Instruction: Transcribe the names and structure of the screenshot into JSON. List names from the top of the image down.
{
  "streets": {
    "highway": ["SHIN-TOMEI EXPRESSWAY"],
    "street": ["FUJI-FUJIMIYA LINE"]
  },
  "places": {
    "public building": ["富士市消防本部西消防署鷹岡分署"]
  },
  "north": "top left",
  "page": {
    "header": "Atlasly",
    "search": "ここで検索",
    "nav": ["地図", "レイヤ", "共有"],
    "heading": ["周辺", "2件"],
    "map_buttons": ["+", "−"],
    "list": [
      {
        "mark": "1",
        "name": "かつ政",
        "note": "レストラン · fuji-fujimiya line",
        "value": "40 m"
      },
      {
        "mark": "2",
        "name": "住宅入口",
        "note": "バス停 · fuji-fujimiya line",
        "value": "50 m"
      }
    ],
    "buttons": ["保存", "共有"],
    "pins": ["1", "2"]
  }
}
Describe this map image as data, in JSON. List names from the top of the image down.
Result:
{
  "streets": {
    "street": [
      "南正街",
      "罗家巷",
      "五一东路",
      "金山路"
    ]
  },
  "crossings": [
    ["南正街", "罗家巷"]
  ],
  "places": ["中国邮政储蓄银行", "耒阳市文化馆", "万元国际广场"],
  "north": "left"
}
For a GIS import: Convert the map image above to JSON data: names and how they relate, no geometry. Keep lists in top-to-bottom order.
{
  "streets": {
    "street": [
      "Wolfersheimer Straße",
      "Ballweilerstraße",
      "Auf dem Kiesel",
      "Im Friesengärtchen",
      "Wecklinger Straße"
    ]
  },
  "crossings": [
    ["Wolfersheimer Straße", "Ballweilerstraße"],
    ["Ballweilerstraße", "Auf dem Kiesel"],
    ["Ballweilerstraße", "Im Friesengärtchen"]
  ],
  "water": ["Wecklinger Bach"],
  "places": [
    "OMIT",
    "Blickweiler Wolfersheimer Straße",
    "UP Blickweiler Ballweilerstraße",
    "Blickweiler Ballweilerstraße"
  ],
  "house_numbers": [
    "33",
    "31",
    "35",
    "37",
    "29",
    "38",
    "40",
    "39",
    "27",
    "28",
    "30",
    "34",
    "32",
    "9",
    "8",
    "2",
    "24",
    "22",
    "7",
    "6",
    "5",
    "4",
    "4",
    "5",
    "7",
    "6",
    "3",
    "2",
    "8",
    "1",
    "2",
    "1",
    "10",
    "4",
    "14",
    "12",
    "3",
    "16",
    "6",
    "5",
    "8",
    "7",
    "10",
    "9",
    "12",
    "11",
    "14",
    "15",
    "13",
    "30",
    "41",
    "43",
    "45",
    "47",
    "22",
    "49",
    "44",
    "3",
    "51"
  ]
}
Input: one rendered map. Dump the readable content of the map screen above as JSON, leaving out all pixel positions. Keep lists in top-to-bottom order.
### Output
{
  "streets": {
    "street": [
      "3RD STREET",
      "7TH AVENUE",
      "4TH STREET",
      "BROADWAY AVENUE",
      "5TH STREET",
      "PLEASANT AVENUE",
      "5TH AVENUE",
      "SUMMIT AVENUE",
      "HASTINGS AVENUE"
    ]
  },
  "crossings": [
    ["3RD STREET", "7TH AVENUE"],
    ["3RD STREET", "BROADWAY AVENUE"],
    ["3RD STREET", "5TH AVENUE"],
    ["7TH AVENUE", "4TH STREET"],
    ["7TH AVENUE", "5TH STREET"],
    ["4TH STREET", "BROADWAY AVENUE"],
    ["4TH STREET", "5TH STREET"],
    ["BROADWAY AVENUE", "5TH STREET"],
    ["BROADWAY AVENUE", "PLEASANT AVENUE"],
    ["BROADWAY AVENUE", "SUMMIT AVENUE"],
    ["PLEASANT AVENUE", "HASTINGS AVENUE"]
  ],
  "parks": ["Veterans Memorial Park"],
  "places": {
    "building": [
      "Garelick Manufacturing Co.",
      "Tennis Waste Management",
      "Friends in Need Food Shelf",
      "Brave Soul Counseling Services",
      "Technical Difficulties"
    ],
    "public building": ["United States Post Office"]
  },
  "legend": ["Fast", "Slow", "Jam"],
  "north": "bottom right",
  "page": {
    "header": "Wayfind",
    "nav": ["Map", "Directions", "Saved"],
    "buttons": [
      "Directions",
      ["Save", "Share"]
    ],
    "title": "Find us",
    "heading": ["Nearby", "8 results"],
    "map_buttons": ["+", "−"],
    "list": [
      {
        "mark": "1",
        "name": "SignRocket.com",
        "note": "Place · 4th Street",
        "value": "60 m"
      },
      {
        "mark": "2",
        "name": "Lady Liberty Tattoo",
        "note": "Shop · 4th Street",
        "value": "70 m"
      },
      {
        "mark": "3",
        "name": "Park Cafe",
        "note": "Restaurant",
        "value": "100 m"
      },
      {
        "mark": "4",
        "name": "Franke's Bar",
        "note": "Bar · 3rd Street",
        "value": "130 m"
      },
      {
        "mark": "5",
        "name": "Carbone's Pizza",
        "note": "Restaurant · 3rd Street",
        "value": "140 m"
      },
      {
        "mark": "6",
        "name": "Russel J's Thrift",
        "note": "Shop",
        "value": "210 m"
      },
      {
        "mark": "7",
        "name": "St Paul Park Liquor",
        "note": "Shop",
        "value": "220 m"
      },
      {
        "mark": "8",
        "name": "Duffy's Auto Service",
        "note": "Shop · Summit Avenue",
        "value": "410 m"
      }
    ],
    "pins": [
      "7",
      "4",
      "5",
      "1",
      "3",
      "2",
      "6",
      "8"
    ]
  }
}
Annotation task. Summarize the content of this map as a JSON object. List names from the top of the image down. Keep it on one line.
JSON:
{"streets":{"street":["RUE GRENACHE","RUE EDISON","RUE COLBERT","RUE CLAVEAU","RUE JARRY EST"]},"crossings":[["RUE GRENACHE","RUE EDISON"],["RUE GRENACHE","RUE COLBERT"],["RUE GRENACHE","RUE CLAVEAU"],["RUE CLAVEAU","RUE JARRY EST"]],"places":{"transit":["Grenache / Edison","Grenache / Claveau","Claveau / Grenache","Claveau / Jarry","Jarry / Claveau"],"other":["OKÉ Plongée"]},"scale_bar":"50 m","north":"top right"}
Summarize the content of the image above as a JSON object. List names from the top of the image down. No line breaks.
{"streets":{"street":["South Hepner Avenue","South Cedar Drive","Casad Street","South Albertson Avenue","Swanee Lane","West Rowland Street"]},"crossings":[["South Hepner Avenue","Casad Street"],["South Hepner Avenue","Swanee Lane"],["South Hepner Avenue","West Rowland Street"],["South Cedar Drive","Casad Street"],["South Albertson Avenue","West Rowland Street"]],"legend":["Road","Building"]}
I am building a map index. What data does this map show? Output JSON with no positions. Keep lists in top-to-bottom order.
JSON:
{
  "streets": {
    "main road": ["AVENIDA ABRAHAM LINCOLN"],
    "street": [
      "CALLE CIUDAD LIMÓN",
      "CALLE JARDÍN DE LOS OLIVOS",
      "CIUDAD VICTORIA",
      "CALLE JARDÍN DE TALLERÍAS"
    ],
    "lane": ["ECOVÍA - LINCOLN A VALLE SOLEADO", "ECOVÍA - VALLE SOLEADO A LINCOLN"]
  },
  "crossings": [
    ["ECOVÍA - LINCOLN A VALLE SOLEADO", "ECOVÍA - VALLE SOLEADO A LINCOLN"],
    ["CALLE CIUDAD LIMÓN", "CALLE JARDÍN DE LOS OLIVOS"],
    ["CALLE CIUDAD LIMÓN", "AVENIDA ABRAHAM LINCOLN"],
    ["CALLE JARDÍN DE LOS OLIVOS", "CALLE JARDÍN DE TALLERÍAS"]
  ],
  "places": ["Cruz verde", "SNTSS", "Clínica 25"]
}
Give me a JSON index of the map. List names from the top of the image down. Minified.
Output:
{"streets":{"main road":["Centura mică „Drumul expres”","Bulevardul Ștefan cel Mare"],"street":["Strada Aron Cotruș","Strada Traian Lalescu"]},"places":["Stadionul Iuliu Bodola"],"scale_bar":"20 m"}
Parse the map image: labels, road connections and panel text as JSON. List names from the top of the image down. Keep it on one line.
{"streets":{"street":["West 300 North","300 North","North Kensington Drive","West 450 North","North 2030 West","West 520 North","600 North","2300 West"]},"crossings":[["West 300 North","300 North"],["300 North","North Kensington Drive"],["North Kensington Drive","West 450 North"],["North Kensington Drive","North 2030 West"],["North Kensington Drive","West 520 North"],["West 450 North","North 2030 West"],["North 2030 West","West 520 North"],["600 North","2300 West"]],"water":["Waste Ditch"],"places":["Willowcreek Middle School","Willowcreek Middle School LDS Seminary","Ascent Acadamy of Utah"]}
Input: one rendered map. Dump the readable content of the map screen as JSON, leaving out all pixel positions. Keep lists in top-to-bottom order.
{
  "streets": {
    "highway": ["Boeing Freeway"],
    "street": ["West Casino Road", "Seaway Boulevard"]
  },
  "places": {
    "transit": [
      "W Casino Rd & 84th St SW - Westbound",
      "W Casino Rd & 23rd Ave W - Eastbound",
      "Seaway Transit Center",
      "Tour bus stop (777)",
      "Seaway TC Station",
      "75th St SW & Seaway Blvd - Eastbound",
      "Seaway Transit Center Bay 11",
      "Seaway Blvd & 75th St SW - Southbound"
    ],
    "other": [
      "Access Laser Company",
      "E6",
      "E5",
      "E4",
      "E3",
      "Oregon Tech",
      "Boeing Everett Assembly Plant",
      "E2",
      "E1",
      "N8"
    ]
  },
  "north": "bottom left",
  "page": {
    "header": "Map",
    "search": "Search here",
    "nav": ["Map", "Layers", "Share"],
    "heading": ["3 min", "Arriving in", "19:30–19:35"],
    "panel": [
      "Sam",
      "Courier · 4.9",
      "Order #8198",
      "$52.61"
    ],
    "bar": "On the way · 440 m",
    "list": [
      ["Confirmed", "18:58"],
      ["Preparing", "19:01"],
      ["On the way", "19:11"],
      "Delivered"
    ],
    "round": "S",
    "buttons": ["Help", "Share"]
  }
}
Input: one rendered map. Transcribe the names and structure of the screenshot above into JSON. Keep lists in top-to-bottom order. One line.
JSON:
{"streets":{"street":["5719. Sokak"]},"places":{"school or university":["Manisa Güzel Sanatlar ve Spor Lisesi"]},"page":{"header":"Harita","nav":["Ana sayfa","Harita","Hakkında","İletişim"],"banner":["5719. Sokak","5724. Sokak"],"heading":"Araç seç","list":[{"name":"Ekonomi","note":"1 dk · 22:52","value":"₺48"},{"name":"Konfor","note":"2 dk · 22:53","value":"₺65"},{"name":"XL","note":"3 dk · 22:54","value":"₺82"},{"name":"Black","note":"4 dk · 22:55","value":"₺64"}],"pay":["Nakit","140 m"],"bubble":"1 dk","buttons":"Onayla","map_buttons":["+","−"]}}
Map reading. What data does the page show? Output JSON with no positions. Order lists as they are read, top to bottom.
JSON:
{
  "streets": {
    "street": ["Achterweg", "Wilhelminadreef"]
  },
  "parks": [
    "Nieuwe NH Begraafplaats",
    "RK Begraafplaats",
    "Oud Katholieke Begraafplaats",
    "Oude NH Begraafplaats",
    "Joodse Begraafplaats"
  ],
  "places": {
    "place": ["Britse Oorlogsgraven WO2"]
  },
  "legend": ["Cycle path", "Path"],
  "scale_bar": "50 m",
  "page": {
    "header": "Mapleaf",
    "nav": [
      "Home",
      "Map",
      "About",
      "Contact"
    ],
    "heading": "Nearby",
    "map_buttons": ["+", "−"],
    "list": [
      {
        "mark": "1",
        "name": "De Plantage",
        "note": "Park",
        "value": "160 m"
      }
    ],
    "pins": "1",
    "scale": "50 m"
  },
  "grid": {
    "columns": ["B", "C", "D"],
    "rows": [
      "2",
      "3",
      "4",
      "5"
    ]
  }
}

--

» **Action item**
Which lines above run from the one containing "Describe this map" to the one containing "map screen above"? Give them again exactly, both ends included.

» **Result**
Describe this map image as data, in JSON. List names from the top of the image down.
Result:
{
  "streets": {
    "street": [
      "南正街",
      "罗家巷",
      "五一东路",
      "金山路"
    ]
  },
  "crossings": [
    ["南正街", "罗家巷"]
  ],
  "places": ["中国邮政储蓄银行", "耒阳市文化馆", "万元国际广场"],
  "north": "left"
}
For a GIS import: Convert the map image above to JSON data: names and how they relate, no geometry. Keep lists in top-to-bottom order.
{
  "streets": {
    "street": [
      "Wolfersheimer Straße",
      "Ballweilerstraße",
      "Auf dem Kiesel",
      "Im Friesengärtchen",
      "Wecklinger Straße"
    ]
  },
  "crossings": [
    ["Wolfersheimer Straße", "Ballweilerstraße"],
    ["Ballweilerstraße", "Auf dem Kiesel"],
    ["Ballweilerstraße", "Im Friesengärtchen"]
  ],
  "water": ["Wecklinger Bach"],
  "places": [
    "OMIT",
    "Blickweiler Wolfersheimer Straße",
    "UP Blickweiler Ballweilerstraße",
    "Blickweiler Ballweilerstraße"
  ],
  "house_numbers": [
    "33",
    "31",
    "35",
    "37",
    "29",
    "38",
    "40",
    "39",
    "27",
    "28",
    "30",
    "34",
    "32",
    "9",
    "8",
    "2",
    "24",
    "22",
    "7",
    "6",
    "5",
    "4",
    "4",
    "5",
    "7",
    "6",
    "3",
    "2",
    "8",
    "1",
    "2",
    "1",
    "10",
    "4",
    "14",
    "12",
    "3",
    "16",
    "6",
    "5",
    "8",
    "7",
    "10",
    "9",
    "12",
    "11",
    "14",
    "15",
    "13",
    "30",
    "41",
    "43",
    "45",
    "47",
    "22",
    "49",
    "44",
    "3",
    "51"
  ]
}
Input: one rendered map. Dump the readable content of the map screen above as JSON, leaving out all pixel positions. Keep lists in top-to-bottom order.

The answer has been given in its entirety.